Holding her husband’s head in her lap, Dykes asked her father Bob Alexander about his broken arm. The former military man said he knows proper training means the difference between life and death.
"A lot of it's inside buildings and with books and stuff like that, but to physically be able to do it, that's the best thing for them,” said Alexander.
For the day, their lives were in the hands of emergency responders from 25 different agencies statewide.
"Agencies around the nation do this all the time (for things like) the Super Bowl, the World Series," said Larry Jantzen, Austin Fire Department battalion chief over special operations and homeland security.
400 volunteers victims showed up Saturday morning to give those crews the most realistic scenario possible – a first for many responders.

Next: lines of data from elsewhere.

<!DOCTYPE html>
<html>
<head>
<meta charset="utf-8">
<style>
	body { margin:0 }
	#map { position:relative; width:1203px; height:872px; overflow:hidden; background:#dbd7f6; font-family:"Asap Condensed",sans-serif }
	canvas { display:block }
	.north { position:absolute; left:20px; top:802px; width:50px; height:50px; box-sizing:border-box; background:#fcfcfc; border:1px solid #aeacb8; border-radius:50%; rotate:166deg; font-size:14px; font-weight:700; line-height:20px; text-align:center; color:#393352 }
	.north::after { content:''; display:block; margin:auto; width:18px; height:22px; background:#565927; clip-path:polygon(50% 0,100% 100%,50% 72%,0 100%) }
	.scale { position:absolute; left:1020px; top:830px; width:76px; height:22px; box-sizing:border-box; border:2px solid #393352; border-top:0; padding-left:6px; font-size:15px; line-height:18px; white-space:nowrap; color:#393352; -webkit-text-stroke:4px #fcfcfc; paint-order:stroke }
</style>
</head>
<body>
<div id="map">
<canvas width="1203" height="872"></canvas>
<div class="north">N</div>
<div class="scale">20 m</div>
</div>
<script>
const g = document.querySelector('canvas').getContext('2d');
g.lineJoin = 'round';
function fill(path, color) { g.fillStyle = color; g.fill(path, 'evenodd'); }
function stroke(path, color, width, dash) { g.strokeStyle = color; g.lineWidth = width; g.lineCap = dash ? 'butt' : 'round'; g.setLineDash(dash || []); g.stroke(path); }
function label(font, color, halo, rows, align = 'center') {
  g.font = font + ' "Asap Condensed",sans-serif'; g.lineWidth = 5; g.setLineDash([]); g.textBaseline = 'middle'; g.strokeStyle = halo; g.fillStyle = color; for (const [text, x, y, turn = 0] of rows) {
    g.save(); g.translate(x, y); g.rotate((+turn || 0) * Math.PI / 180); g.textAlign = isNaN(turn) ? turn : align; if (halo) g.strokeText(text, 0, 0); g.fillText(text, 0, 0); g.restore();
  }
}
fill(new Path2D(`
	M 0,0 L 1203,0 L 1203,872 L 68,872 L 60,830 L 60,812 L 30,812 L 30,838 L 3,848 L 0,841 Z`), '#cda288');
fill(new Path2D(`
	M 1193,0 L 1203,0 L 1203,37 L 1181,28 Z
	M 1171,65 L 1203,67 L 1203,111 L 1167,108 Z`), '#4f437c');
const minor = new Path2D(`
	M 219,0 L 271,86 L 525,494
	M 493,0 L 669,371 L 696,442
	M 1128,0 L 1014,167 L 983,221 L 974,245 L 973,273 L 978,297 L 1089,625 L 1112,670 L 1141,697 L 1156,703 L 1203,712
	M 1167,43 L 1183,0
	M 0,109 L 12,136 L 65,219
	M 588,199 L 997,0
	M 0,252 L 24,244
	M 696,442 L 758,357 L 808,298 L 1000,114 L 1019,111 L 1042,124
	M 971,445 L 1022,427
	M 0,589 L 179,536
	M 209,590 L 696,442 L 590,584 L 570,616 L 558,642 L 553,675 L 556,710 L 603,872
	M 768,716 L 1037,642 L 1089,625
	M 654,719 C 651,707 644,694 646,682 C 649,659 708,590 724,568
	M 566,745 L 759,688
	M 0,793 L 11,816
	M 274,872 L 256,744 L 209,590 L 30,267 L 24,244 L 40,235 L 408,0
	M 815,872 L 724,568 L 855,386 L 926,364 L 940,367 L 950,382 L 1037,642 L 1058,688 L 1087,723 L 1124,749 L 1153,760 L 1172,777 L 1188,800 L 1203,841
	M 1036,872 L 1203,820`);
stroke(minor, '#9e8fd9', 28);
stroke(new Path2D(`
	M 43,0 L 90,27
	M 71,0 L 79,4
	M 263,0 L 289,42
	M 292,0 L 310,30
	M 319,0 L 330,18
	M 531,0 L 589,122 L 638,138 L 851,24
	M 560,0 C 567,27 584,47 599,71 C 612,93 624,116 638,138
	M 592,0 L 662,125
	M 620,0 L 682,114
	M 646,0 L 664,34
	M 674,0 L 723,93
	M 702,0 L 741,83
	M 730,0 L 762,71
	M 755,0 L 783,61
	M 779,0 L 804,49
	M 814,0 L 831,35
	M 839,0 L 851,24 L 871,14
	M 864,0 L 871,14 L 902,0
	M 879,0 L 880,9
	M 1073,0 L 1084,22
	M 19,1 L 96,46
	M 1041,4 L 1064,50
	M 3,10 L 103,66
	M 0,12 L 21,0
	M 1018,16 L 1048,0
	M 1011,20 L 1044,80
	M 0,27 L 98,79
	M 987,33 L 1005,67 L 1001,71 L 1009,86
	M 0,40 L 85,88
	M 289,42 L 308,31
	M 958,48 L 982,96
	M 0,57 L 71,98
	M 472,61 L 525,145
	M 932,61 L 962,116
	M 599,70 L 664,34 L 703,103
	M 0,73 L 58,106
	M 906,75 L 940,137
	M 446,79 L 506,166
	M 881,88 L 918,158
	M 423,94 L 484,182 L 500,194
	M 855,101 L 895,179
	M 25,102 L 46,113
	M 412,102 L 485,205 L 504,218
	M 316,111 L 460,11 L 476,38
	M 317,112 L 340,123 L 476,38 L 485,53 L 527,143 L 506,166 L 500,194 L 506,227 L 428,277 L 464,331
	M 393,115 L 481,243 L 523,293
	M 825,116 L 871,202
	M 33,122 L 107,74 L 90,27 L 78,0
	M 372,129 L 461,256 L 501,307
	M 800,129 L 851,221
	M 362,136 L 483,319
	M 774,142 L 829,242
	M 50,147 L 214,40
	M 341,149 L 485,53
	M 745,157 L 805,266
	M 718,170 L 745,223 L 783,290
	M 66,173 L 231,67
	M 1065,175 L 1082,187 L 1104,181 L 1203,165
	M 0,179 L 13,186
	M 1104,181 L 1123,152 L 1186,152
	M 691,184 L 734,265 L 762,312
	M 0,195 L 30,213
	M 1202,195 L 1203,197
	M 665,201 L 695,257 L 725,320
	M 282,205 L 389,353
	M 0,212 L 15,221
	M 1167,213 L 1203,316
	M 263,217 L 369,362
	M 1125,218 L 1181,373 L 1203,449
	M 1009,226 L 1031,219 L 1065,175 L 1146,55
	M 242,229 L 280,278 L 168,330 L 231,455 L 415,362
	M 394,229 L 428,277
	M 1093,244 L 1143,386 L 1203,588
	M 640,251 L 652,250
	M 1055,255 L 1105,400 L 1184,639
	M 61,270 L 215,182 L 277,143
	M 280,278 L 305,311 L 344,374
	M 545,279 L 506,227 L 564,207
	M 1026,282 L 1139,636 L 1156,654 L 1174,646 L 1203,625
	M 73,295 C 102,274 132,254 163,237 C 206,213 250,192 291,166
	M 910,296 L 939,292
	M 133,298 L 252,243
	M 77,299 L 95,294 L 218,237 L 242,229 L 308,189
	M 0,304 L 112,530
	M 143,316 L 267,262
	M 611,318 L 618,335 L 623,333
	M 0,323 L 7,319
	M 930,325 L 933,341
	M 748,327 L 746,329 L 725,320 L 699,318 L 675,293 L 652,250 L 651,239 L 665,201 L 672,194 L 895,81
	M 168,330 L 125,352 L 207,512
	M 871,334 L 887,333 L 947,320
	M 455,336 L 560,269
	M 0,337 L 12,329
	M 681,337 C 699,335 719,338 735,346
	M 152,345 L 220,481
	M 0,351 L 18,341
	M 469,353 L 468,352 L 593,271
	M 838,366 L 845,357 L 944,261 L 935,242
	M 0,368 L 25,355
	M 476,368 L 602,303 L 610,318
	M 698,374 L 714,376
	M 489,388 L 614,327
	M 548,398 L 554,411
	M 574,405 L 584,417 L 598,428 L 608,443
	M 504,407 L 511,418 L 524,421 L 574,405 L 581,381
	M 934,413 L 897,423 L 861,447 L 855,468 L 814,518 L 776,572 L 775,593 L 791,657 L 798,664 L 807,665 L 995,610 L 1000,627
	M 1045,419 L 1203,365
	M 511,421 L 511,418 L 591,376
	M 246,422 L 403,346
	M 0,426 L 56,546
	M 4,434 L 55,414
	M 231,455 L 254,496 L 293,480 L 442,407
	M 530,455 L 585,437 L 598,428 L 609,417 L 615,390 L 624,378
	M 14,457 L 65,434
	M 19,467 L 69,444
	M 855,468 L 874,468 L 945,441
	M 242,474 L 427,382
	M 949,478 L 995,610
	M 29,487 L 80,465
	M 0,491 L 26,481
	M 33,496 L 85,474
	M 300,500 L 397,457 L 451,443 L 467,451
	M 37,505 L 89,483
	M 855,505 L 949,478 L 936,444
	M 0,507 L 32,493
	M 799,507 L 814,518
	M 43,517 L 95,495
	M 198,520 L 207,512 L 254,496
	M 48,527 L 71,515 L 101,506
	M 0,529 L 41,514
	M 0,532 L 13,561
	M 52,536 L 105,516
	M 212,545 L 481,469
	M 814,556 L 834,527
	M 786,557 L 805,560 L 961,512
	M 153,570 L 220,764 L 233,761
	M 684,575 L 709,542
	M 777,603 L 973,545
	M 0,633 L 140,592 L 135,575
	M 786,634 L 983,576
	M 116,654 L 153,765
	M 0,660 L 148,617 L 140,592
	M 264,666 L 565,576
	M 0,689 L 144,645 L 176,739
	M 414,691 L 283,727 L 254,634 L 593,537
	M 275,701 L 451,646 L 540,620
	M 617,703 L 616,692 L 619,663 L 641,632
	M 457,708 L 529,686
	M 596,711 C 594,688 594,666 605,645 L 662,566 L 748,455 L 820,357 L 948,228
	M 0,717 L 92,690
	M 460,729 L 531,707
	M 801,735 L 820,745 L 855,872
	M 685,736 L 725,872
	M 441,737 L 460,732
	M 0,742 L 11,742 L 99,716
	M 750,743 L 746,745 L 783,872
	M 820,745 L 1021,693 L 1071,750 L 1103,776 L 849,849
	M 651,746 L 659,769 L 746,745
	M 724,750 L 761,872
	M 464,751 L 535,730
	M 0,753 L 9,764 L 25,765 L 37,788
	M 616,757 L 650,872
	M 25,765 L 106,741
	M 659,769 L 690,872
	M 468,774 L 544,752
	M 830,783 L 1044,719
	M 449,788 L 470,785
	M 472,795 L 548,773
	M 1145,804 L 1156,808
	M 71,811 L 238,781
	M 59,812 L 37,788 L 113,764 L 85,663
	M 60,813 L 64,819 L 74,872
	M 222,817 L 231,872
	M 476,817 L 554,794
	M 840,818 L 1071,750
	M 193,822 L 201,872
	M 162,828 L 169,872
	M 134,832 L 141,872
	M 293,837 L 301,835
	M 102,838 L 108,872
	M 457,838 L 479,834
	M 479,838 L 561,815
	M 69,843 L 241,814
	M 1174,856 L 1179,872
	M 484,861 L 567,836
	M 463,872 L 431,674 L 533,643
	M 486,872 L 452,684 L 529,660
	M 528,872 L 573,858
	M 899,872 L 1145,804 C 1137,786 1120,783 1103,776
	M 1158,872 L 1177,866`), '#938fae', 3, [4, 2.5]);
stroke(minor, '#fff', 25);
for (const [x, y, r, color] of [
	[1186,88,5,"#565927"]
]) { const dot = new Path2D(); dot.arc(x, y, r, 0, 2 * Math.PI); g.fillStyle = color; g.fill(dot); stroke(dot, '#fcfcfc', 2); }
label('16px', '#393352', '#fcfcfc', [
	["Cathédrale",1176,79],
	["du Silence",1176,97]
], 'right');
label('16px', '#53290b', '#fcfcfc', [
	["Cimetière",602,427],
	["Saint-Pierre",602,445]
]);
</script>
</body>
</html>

"Different role players had different symptoms and reacted differently just as people would in real life," said Greg Pyles, chief executive officer of TEXSAR Search & Rescue – the group who organized the victims.
Handling security, dowsing chemicals off the wounded and providing medical services. One by one, crews learned how to help and got better with every victim’s assistance.
"A lot of people don't realize it's going to be 45 minutes before somebody gets to you,” said Alexander.
"I wish they would've been quicker, but I guess that's what happens in real life,” said Dykes.
Austin is one of three cities in the U.S. that has this Urban Shield training. 40 hours of training went into this weekend.